Lineman is 2024 Indian Tamil-language drama film written and directed by M Udhai Kumar and starring Charle and Jegan Balaji with Aditi Balan in a cameo appearance. The film was produced by Vinoth Sekar and Dinakar Babu.

== Cast ==
- Charle as Subbayya
- Jagan Balaji as Senthil
- Saranya Ravichandran
- Aditi Balan as collector (cameo appearance)
- Tamizhselvam as Tamizh

== Production ==
The film was produced by Vinoth Sekar and Dinakar Babu, Saravanan Marimuthu and the technical crew consists of Vishnu K Raja as the cinematographer, Deepak Nandhakumar as the music composer, Tamizhselvam as dialogue writer,Sivaraj as the editor.

== Reception ==
Thinkal Menon of The Times of India rated the film two point five out of five and wrote that "Lineman works as a tribute to people whose talent goes unnoticed". Anusha Sundar of OTT Play rated two out of five and wrote, "Lineman is a film that has its heart in multiple places.

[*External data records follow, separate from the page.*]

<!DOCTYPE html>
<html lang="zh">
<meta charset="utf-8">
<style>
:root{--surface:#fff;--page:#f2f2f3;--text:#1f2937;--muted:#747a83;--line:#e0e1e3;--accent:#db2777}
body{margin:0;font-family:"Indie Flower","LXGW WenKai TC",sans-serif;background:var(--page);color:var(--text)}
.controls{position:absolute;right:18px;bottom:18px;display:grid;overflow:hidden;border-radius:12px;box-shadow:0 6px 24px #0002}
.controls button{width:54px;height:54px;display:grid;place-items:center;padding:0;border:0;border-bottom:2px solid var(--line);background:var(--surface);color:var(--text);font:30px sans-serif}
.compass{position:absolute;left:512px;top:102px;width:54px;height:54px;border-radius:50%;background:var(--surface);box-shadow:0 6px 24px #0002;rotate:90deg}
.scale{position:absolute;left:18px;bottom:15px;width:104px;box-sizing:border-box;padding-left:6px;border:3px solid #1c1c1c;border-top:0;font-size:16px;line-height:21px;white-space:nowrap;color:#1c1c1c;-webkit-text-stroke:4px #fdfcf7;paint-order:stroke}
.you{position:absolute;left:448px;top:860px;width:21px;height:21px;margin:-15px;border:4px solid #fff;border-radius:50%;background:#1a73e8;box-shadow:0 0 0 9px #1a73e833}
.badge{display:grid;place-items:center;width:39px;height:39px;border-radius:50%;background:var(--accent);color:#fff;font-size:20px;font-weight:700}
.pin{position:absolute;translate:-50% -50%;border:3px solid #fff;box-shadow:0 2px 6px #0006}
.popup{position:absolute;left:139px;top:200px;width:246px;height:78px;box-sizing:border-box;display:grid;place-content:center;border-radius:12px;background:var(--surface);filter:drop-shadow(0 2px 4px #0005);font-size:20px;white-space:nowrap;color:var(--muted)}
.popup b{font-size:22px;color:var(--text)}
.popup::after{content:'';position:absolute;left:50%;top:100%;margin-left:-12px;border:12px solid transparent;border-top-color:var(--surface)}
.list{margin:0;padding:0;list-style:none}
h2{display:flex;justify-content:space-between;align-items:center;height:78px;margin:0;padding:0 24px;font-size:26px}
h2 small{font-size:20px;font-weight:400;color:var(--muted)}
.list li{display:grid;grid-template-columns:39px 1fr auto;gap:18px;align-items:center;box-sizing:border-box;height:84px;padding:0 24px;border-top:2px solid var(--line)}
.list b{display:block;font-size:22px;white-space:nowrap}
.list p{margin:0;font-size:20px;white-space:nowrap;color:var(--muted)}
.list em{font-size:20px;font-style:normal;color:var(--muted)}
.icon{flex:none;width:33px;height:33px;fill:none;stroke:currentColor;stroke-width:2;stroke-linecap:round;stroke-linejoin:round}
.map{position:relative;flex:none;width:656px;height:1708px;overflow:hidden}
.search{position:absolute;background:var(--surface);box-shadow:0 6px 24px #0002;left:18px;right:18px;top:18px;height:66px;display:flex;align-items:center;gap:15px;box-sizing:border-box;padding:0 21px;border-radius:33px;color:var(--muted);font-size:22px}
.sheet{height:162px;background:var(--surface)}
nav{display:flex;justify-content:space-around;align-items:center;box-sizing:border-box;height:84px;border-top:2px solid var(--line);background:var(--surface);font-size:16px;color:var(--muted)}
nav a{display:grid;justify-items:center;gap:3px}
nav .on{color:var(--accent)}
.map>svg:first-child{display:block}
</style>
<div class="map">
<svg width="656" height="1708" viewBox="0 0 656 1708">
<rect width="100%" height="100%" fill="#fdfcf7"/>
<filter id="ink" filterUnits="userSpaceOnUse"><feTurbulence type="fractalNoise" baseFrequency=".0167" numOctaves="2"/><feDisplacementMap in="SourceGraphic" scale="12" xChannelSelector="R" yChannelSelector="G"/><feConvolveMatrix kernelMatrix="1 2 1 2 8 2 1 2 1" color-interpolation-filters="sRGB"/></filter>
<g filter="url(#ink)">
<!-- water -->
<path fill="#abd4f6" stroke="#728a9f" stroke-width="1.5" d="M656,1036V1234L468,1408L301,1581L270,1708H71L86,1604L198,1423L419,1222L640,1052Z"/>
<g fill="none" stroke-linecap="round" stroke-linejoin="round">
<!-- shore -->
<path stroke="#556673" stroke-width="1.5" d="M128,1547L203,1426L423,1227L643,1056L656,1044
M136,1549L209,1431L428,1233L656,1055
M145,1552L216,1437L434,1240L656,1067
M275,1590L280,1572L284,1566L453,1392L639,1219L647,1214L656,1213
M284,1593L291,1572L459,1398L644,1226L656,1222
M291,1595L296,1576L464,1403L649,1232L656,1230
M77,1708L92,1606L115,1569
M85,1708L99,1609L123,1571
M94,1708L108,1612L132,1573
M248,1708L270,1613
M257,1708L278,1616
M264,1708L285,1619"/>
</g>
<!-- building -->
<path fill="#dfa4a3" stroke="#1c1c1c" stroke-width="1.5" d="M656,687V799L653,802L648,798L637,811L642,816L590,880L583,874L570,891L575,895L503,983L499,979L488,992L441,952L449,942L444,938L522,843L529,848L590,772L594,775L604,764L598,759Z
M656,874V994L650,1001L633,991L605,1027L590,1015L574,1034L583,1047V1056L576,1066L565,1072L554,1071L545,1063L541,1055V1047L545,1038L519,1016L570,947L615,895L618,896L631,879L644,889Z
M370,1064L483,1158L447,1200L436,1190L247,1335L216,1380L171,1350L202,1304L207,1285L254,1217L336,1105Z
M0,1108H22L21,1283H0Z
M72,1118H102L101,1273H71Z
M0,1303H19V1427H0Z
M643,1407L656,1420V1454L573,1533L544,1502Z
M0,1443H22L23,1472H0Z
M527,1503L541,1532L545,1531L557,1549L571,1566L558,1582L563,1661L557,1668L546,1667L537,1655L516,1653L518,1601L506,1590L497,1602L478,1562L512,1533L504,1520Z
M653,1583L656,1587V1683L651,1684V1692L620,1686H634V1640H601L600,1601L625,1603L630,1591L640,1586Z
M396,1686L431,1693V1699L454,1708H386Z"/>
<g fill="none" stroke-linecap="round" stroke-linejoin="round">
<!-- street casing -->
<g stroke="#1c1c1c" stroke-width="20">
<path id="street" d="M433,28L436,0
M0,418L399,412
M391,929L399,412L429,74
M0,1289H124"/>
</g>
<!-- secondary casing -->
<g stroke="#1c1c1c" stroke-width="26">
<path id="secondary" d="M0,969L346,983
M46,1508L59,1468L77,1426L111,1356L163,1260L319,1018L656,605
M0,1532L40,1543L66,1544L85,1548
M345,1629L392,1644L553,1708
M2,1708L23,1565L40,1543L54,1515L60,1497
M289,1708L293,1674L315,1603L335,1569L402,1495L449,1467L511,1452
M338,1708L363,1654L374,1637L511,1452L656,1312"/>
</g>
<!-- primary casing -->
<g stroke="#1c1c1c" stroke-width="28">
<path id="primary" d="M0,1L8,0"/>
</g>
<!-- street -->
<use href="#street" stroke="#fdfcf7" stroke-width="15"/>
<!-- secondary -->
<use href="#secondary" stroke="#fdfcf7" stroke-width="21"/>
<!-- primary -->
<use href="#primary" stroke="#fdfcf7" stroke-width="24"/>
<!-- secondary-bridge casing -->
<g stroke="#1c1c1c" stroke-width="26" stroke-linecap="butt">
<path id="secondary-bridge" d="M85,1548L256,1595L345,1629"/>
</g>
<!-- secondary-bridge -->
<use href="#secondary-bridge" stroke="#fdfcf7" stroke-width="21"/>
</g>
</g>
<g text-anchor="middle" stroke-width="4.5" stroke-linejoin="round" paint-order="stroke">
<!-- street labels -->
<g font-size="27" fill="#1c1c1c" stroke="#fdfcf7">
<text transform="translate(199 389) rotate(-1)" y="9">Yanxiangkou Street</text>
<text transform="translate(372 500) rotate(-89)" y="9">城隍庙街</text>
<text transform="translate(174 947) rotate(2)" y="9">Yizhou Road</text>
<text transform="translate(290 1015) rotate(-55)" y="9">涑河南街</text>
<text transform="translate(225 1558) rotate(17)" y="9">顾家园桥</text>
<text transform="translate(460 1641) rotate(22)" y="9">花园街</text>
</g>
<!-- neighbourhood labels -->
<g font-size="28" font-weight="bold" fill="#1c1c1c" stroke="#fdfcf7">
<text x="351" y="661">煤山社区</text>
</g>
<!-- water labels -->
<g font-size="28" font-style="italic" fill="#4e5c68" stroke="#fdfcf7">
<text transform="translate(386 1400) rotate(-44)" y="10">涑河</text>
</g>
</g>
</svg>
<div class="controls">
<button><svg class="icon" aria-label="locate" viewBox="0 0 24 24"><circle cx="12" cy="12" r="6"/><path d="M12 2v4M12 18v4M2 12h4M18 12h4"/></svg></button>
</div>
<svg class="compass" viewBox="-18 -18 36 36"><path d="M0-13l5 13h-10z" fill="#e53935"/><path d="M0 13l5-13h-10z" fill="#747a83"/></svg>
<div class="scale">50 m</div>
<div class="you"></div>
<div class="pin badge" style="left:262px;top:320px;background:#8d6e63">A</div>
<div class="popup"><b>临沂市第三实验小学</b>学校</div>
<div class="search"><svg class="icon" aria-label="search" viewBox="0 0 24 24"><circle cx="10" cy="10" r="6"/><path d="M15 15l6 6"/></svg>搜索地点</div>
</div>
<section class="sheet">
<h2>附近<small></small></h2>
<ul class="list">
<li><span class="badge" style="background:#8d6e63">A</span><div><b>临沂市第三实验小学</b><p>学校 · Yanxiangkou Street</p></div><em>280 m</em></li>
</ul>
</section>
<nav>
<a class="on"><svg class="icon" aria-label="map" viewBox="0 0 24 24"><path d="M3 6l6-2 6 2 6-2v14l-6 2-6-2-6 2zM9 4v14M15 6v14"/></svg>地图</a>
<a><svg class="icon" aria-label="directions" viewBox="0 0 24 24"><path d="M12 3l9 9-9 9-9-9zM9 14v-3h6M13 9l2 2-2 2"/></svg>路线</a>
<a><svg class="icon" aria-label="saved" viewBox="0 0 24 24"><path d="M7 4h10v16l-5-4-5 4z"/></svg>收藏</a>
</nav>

It neither lets you understand the world the characters are set in nor has a streamlined vision." Sreejith Mullappilly of Cinema Express rated one point five out of five and stated that "Lineman has a trenchant story but little power in its storytelling". Latha Srinivasan of Hindustan Times noted that "Lineman is a well-intentioned rural social drama but it sadly remains superficial and doesn't engage you enough."